* [Required action]:
From the first line to the last, please write out the data exactly.

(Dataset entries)

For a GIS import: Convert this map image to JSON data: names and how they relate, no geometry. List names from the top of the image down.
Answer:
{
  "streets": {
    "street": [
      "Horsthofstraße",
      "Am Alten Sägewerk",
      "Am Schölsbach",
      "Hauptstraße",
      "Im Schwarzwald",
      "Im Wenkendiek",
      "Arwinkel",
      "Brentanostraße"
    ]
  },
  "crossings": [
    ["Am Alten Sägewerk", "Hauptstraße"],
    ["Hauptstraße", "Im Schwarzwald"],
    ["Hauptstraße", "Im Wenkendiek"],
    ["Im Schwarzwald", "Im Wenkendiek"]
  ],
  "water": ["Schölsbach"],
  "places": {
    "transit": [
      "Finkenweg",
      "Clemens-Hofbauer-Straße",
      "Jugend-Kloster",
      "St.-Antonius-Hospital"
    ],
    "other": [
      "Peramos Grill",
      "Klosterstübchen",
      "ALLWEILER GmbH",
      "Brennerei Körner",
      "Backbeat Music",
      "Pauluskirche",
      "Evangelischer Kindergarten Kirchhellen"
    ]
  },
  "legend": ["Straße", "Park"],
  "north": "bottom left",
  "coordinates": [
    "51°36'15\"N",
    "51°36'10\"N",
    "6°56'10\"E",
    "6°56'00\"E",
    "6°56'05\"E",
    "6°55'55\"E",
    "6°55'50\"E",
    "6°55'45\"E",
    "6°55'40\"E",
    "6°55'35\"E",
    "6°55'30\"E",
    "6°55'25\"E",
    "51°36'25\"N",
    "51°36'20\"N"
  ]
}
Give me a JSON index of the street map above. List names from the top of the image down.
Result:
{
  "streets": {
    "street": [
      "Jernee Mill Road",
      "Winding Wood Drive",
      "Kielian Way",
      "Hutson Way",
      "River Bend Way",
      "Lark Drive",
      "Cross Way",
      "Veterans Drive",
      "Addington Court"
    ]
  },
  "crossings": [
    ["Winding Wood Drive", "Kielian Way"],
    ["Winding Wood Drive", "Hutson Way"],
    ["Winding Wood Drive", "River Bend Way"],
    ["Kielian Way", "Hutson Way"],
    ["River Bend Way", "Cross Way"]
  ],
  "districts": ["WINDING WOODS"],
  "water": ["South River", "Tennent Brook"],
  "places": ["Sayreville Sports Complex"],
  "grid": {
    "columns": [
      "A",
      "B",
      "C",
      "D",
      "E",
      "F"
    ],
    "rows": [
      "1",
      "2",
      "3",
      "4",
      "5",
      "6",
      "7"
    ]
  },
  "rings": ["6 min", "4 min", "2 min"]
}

* [Exercise output]:
For a GIS import: Convert this map image to JSON data: names and how they relate, no geometry. List names from the top of the image down.
Answer:
{
  "streets": {
    "street": [
      "Horsthofstraße",
      "Am Alten Sägewerk",
      "Am Schölsbach",
      "Hauptstraße",
      "Im Schwarzwald",
      "Im Wenkendiek",
      "Arwinkel",
      "Brentanostraße"
    ]
  },
  "crossings": [
    ["Am Alten Sägewerk", "Hauptstraße"],
    ["Hauptstraße", "Im Schwarzwald"],
    ["Hauptstraße", "Im Wenkendiek"],
    ["Im Schwarzwald", "Im Wenkendiek"]
  ],
  "water": ["Schölsbach"],
  "places": {
    "transit": [
      "Finkenweg",
      "Clemens-Hofbauer-Straße",
      "Jugend-Kloster",
      "St.-Antonius-Hospital"
    ],
    "other": [
      "Peramos Grill",
      "Klosterstübchen",
      "ALLWEILER GmbH",
      "Brennerei Körner",
      "Backbeat Music",
      "Pauluskirche",
      "Evangelischer Kindergarten Kirchhellen"
    ]
  },
  "legend": ["Straße", "Park"],
  "north": "bottom left",
  "coordinates": [
    "51°36'15\"N",
    "51°36'10\"N",
    "6°56'10\"E",
    "6°56'00\"E",
    "6°56'05\"E",
    "6°55'55\"E",
    "6°55'50\"E",
    "6°55'45\"E",
    "6°55'40\"E",
    "6°55'35\"E",
    "6°55'30\"E",
    "6°55'25\"E",
    "51°36'25\"N",
    "51°36'20\"N"
  ]
}
Give me a JSON index of the street map above. List names from the top of the image down.
Result:
{
  "streets": {
    "street": [
      "Jernee Mill Road",
      "Winding Wood Drive",
      "Kielian Way",
      "Hutson Way",
      "River Bend Way",
      "Lark Drive",
      "Cross Way",
      "Veterans Drive",
      "Addington Court"
    ]
  },
  "crossings": [
    ["Winding Wood Drive", "Kielian Way"],
    ["Winding Wood Drive", "Hutson Way"],
    ["Winding Wood Drive", "River Bend Way"],
    ["Kielian Way", "Hutson Way"],
    ["River Bend Way", "Cross Way"]
  ],
  "districts": ["WINDING WOODS"],
  "water": ["South River", "Tennent Brook"],
  "places": ["Sayreville Sports Complex"],
  "grid": {
    "columns": [
      "A",
      "B",
      "C",
      "D",
      "E",
      "F"
    ],
    "rows": [
      "1",
      "2",
      "3",
      "4",
      "5",
      "6",
      "7"
    ]
  },
  "rings": ["6 min", "4 min", "2 min"]
}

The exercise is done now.